### [Exercise instructions]
Where a line in the records below includes "margin", pull that line out.

___ Provided material

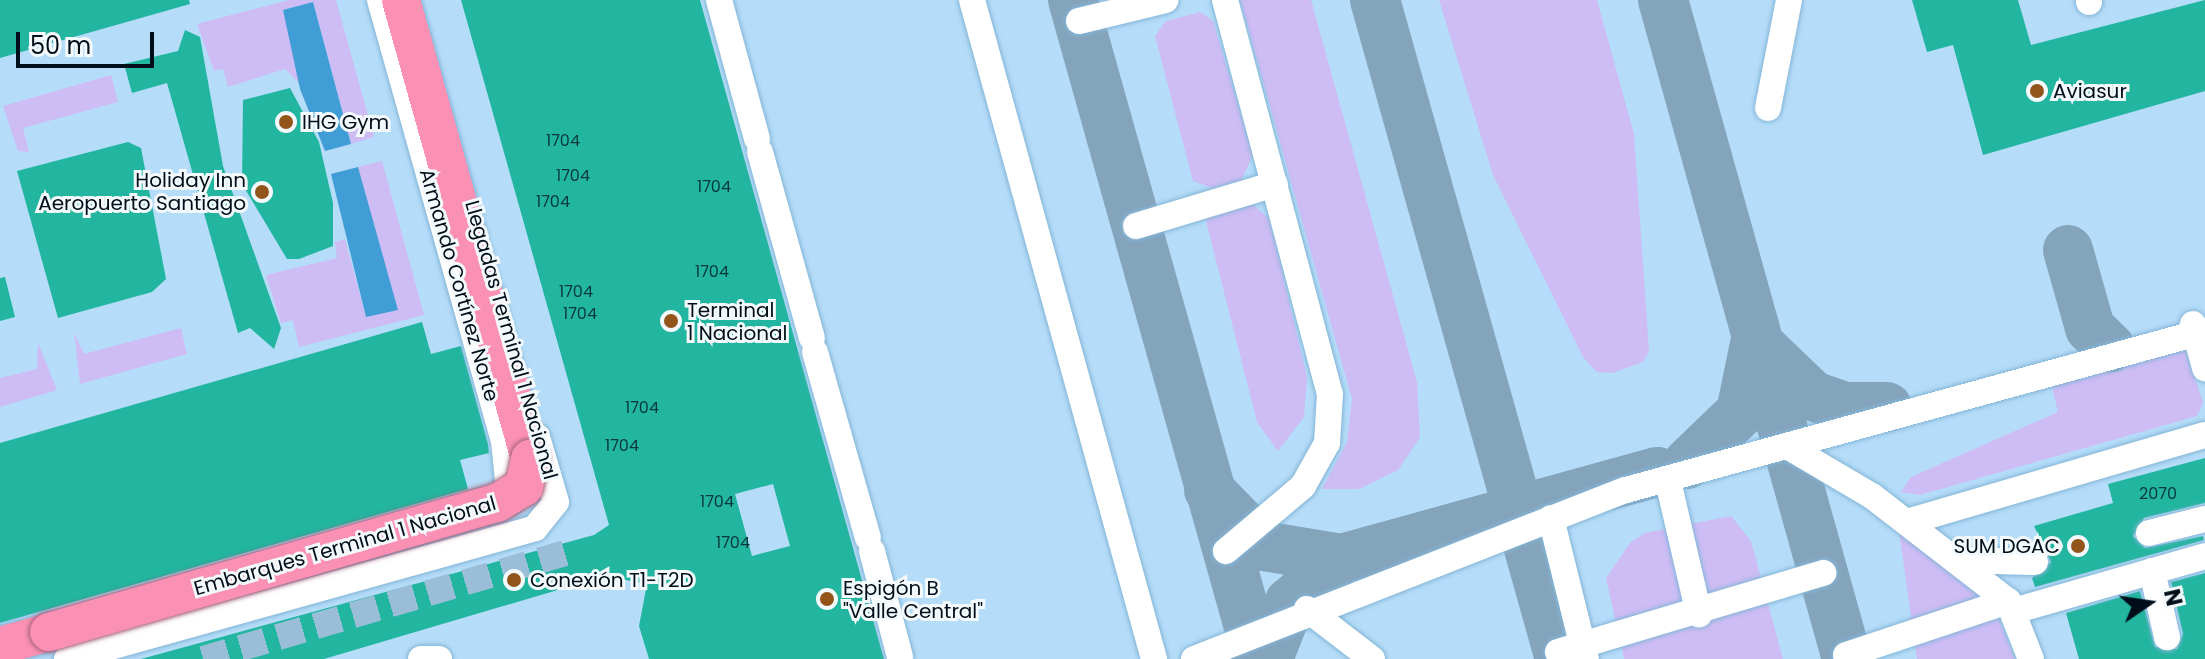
<!DOCTYPE html>
<html>
<head>
<meta charset="utf-8">
<style>
  body { margin:0 }
  #map { position:relative; width:2205px; height:659px; overflow:hidden; background:#b5ddf9; font-family:Poppins,sans-serif }
  div>[style] { position:absolute }
  .green>* { inset:0; background:#cebcf5 }
  .water>* { inset:0; background:#419dd5 }
  .taxiway>* { height:50px; margin:-25px; padding:0 25px; transform-origin:25px; border-radius:25px; background:#84a4bc }
  .building>* { inset:0; background:#22b59f }
  .minor-tunnel>* { height:26px; margin-top:-13px; transform-origin:0; background:repeating-linear-gradient(90deg,#9abed8 0 26px,transparent 0 39px) }
  .roads { filter:drop-shadow(0 0 2px #84b5d7) drop-shadow(0 0 2px #84b5d7) }
  .minor>* { height:26px; margin:-13px; padding:0 13px; transform-origin:13px; border-radius:13px; background:#fff }
  .highway>* { height:38px; margin:-19px; padding:0 19px; transform-origin:19px; border-radius:19px; background:#fa90b3 }
  .bridges { filter:drop-shadow(0 0 2px #a2627d) drop-shadow(0 0 2px #a2627d) }
  .highway-bridge>* { height:38px; margin:-19px; padding:0 19px; transform-origin:19px; border-radius:19px; background:#fa90b3 }
  .dots>* { width:22px; height:22px; translate:-50% -50%; box-sizing:border-box; border:4px solid #f4f9fc; border-radius:50% }
  span { translate:-50% -50%; white-space:nowrap; text-align:center; line-height:1.15; -webkit-text-stroke:6px #f4f9fc; paint-order:stroke }
  .number-label { font-size:16px; color:#08383b }
  .number-label span { -webkit-text-stroke-width:0 }
  .poi-label { font-size:20px; color:#000e1a }
  .left { translate:0 -50%; text-align:left }
  .right { translate:-100% -50%; text-align:right }
  .street-label { font-size:20px; color:#000e1a }
  .north { position:absolute; left:2109px; top:563px; width:80px; height:80px; -webkit-text-stroke:6px #f4f9fc; paint-order:stroke; rotate:77deg; font-size:22px; font-weight:700; line-height:32px; text-align:center; color:#000e1a }
  .north::after { content:''; display:block; margin:auto; width:28px; height:36px; background:#000e1a; clip-path:polygon(50% 0,100% 100%,50% 72%,0 100%) }
  .scale { position:absolute; left:16px; top:32px; width:138px; height:36px; box-sizing:border-box; border:4px solid #000e1a; border-top:0; padding-left:10px; font-size:24px; line-height:28px; white-space:nowrap; color:#000e1a; -webkit-text-stroke:6px #f4f9fc; paint-order:stroke }
</style>
</head>
<body>
<div id="map">
  <div class="green">
    <div style="clip-path:polygon(289px 0,336px 0,374px 137px,351px 144px,313px 2px,283px 10px,304px 88px,285px 69px,228px 87px,223px 69px,214px 71px,197px 24px)"></div>
    <div style="clip-path:polygon(1240px 0,1311px 0,1417px 382px,1420px 437px,1398px 470px,1359px 489px,1322px 489px,1347px 442px,1352px 399px)"></div>
    <div style="clip-path:polygon(1439px 0,1597px 0,1634px 134px,1649px 351px,1643px 362px,1613px 373px,1597px 372px,1583px 357px,1493px 175px)"></div>
    <div style="clip-path:polygon(1200px 12px,1213px 21px,1253px 155px,1241px 181px,1212px 188px,1193px 181px,1155px 36px,1166px 21px)"></div>
    <div style="clip-path:polygon(111px 75px,118px 102px,23px 128px,29px 152px,18px 151px,3px 106px)"></div>
    <div style="clip-path:polygon(382px 161px,424px 315px,299px 347px,293px 320px,281px 323px,266px 275px,337px 258px,335px 242px,345px 239px,366px 317px,397px 310px,358px 167px)"></div>
    <div style="clip-path:polygon(1249px 200px,1270px 220px,1307px 377px,1304px 417px,1278px 451px,1257px 422px,1206px 221px,1209px 212px)"></div>
    <div style="clip-path:polygon(181px 328px,187px 354px,80px 384px,74px 332px,84px 354px)"></div>
    <div style="clip-path:polygon(38px 343px,57px 390px,0 407px,0 378px,37px 369px)"></div>
    <div style="clip-path:polygon(2185px 349px,2203px 402px,2197px 416px,1920px 495px,1901px 492px,1911px 477px,2058px 412px,2051px 383px)"></div>
    <div style="clip-path:polygon(1731px 516px,1751px 541px,1783px 659px,1624px 659px,1606px 578px,1630px 543px,1645px 533px)"></div>
    <div style="clip-path:polygon(1899px 531px,1995px 609px,2015px 659px,1917px 659px)"></div>
  </div>
  <div class="water">
    <div style="clip-path:polygon(313px 2px,351px 144px,325px 151px,300px 89px,283px 10px)"></div>
    <div style="clip-path:polygon(358px 167px,398px 310px,366px 317px,331px 174px)"></div>
  </div>
  <div class="taxiway">
    <div style="left:1073px;top:0;width:684px;rotate:74.32deg"></div>
    <div style="left:1375px;top:0;width:684px;rotate:74.32deg"></div>
    <div style="left:1663px;top:0;width:684px;rotate:74.4deg"></div>
    <div style="left:2068px;top:250px;width:81px;rotate:74.2deg"></div>
    <div style="left:2090px;top:328px;width:28px;rotate:44deg"></div>
    <div style="left:1763px;top:348px;width:69px;rotate:43.8deg"></div>
    <div style="left:1813px;top:396px;width:34px;rotate:19deg"></div>
    <div style="left:1845px;top:407px;width:42px"></div>
    <div style="left:1687px;top:464px;width:75px;rotate:-43.9deg"></div>
    <div style="left:1741px;top:412px;width:69px;rotate:-78.4deg"></div>
    <div style="left:1209px;top:490px;width:78px;rotate:45.5deg"></div>
    <div style="left:1264px;top:546px;width:78px;rotate:9.6deg"></div>
    <div style="left:1341px;top:559px;width:328px;rotate:-15.4deg"></div>
    <div style="left:1268px;top:659px;width:61px;rotate:-68.9deg"></div>
    <div style="left:1290px;top:602px;width:67px;rotate:-40.1deg"></div>
  </div>
  <div class="building">
    <div style="clip-path:polygon(0 0,189px 0,190px 4px,0 58px)"></div>
    <div style="clip-path:polygon(evenodd,461px 0,700px 0,884px 659px,649px 659px,639px 626px,647px 584px,605px 576px,324px 659px,141px 659px,594px 535px,609px 525px,461px 0,773px 484px,790px 546px,752px 556px,735px 494px,773px 484px)"></div>
    <div style="clip-path:polygon(1912px 0,2018px 0,2031px 45px,2205px 0,2205px 91px,1983px 155px,1953px 45px,1927px 52px)"></div>
    <div style="clip-path:polygon(185px 30px,200px 37px,223px 166px,281px 328px,274px 349px,250px 328px,238px 333px,167px 83px,132px 93px,124px 64px,178px 51px)"></div>
    <div style="clip-path:polygon(290px 88px,319px 142px,333px 203px,333px 246px,299px 259px,287px 259px,242px 184px,243px 100px)"></div>
    <div style="clip-path:polygon(128px 142px,141px 148px,166px 279px,152px 292px,58px 318px,17px 171px)"></div>
    <div style="clip-path:polygon(5px 277px,15px 317px,0 321px,0 278px)"></div>
    <div style="clip-path:polygon(422px 322px,431px 354px,461px 346px,488px 444px,489px 453px,460px 460px,468px 489px,0 623px,0 443px)"></div>
    <div style="clip-path:polygon(2205px 458px,2205px 503px,2144px 518px,2133px 536px,2145px 548px,2203px 536px,2204px 540px,2035px 587px,2032px 578px,2051px 562px,2034px 526px,2113px 503px,2108px 484px)"></div>
    <div style="clip-path:polygon(2205px 573px,2205px 659px,2079px 659px,2066px 613px,2140px 591px,2155px 647px,2177px 649px,2183px 634px,2171px 582px)"></div>
  </div>
  <div class="minor-tunnel">
    <div style="left:203px;top:659px;width:382px;rotate:-16.3deg"></div>
  </div>
  <div class="roads">
    <div class="minor">
      <div style="left:380px;top:0;width:458px;rotate:74.3deg"></div>
      <div style="left:504px;top:441px;width:60px;rotate:84.3deg"></div>
      <div style="left:719px;top:0;width:144px;rotate:74.7deg"></div>
      <div style="left:972px;top:0;width:684px;rotate:74.56deg"></div>
      <div style="left:1225px;top:0;width:408px;rotate:75.1deg"></div>
      <div style="left:1330px;top:394px;width:49px;rotate:93.5deg"></div>
      <div style="left:1327px;top:443px;width:49px;rotate:119.2deg"></div>
      <div style="left:1303px;top:486px;width:101px;rotate:139.8deg"></div>
      <div style="left:2089px;top:0;width:2px;rotate:90deg"></div>
      <div style="left:1079px;top:21px;width:89px;rotate:-13.6deg"></div>
      <div style="left:1768px;top:108px;width:110px;rotate:-79deg"></div>
      <div style="left:760px;top:152px;width:193px;rotate:74.4deg"></div>
      <div style="left:1136px;top:226px;width:145px;rotate:-16.8deg"></div>
      <div style="left:2193px;top:324px;width:46px;rotate:74.7deg"></div>
      <div style="left:815px;top:352px;width:193px;rotate:74.1deg"></div>
      <div style="left:1787px;top:446px;width:99px;rotate:30.5deg"></div>
      <div style="left:1872px;top:496px;width:172px;rotate:37.7deg"></div>
      <div style="left:2008px;top:601px;width:62px;rotate:68.4deg"></div>
      <div style="left:1668px;top:481px;width:137px;rotate:76.9deg"></div>
      <div style="left:1551px;top:518px;width:145px;rotate:76.1deg"></div>
      <div style="left:1907px;top:522px;width:310px;rotate:-16.3deg"></div>
      <div style="left:2149px;top:533px;width:58px;rotate:-14deg"></div>
      <div style="left:872px;top:551px;width:110px;rotate:75.2deg"></div>
      <div style="left:1955px;top:560px;width:80px;rotate:1.4deg"></div>
      <div style="left:2152px;top:571px;width:68px;rotate:77.2deg"></div>
      <div style="left:1307px;top:609px;width:82px;rotate:37.6deg"></div>
      <div style="left:2017px;top:610px;width:196px;rotate:-16deg"></div>
      <div style="left:1558px;top:652px;width:277px;rotate:-16.6deg"></div>
      <div style="left:1846px;top:655px;width:171px;rotate:-18.4deg"></div>
      <div style="left:67px;top:659px;width:486px;rotate:-15.6deg"></div>
      <div style="left:535px;top:528px;width:33px;rotate:-51deg"></div>
      <div style="left:556px;top:502px;width:68px;rotate:-106.3deg"></div>
      <div style="left:421px;top:659px;width:18px"></div>
      <div style="left:1194px;top:659px;width:464px;rotate:-21.4deg"></div>
      <div style="left:1626px;top:490px;width:600px;rotate:-15.36deg"></div>
    </div>
    <div class="highway">
      <div style="left:401px;top:0;width:477px;rotate:74.3deg"></div>
      <div style="left:0;top:646px;width:51px;rotate:-15.9deg"></div>
    </div>
  </div>
  <div class="bridges">
    <div class="highway-bridge">
      <div style="left:49px;top:632px;width:466px;rotate:-16.1deg"></div>
      <div style="left:497px;top:503px;width:31px;rotate:-31deg"></div>
      <div style="left:524px;top:487px;width:29px;rotate:-78deg"></div>
    </div>
  </div>
  <div class="dots">
    <div style="left:2037px;top:91px;background:#925419"></div>
    <div style="left:286px;top:122px;background:#925419"></div>
    <div style="left:262px;top:192px;background:#925419"></div>
    <div style="left:671px;top:321px;background:#925419"></div>
    <div style="left:2078px;top:546px;background:#925419"></div>
    <div style="left:514px;top:580px;background:#925419"></div>
    <div style="left:827px;top:599px;background:#925419"></div>
  </div>
  <div class="number-label">
    <span style="left:563px;top:141px">1704</span>
    <span style="left:573px;top:176px">1704</span>
    <span style="left:714px;top:187px">1704</span>
    <span style="left:553px;top:202px">1704</span>
    <span style="left:712px;top:272px">1704</span>
    <span style="left:576px;top:292px">1704</span>
    <span style="left:580px;top:314px">1704</span>
    <span style="left:642px;top:408px">1704</span>
    <span style="left:622px;top:446px">1704</span>
    <span style="left:2158px;top:494px">2070</span>
    <span style="left:717px;top:502px">1704</span>
    <span style="left:733px;top:543px">1704</span>
  </div>
  <div class="poi-label">
    <span class="left" style="left:2053px;top:91px">Aviasur</span>
    <span class="left" style="left:302px;top:122px">IHG Gym</span>
    <span class="right" style="left:246px;top:192px">Holiday Inn<br>Aeropuerto Santiago</span>
    <span class="left" style="left:687px;top:322px">Terminal<br>1 Nacional</span>
    <span class="right" style="left:2060px;top:546px">SUM DGAC</span>
    <span class="left" style="left:530px;top:580px">Conexión T1-T2D</span>
    <span class="left" style="left:843px;top:600px">Espigón B<br>"Valle Central"</span>
  </div>
  <div class="street-label">
    <span style="left:459px;top:285px;rotate:74deg">Armando Cortínez Norte</span>
    <span style="left:511px;top:340px;rotate:74deg">Llegadas Terminal 1 Nacional</span>
    <span style="left:345px;top:546px;rotate:-16deg">Embarques Terminal 1 Nacional</span>
  </div>
  <div class="north">N</div>
  <div class="scale">50 m</div>
</div>
</body>
</html>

______

### [Your response]
  body { margin:0 }
  .taxiway>* { height:50px; margin:-25px; padding:0 25px; transform-origin:25px; border-radius:25px; background:#84a4bc }
  .minor-tunnel>* { height:26px; margin-top:-13px; transform-origin:0; background:repeating-linear-gradient(90deg,#9abed8 0 26px,transparent 0 39px) }
  .minor>* { height:26px; margin:-13px; padding:0 13px; transform-origin:13px; border-radius:13px; background:#fff }
  .highway>* { height:38px; margin:-19px; padding:0 19px; transform-origin:19px; border-radius:19px; background:#fa90b3 }
  .highway-bridge>* { height:38px; margin:-19px; padding:0 19px; transform-origin:19px; border-radius:19px; background:#fa90b3 }
  .north::after { content:''; display:block; margin:auto; width:28px; height:36px; background:#000e1a; clip-path:polygon(50% 0,100% 100%,50% 72%,0 100%) }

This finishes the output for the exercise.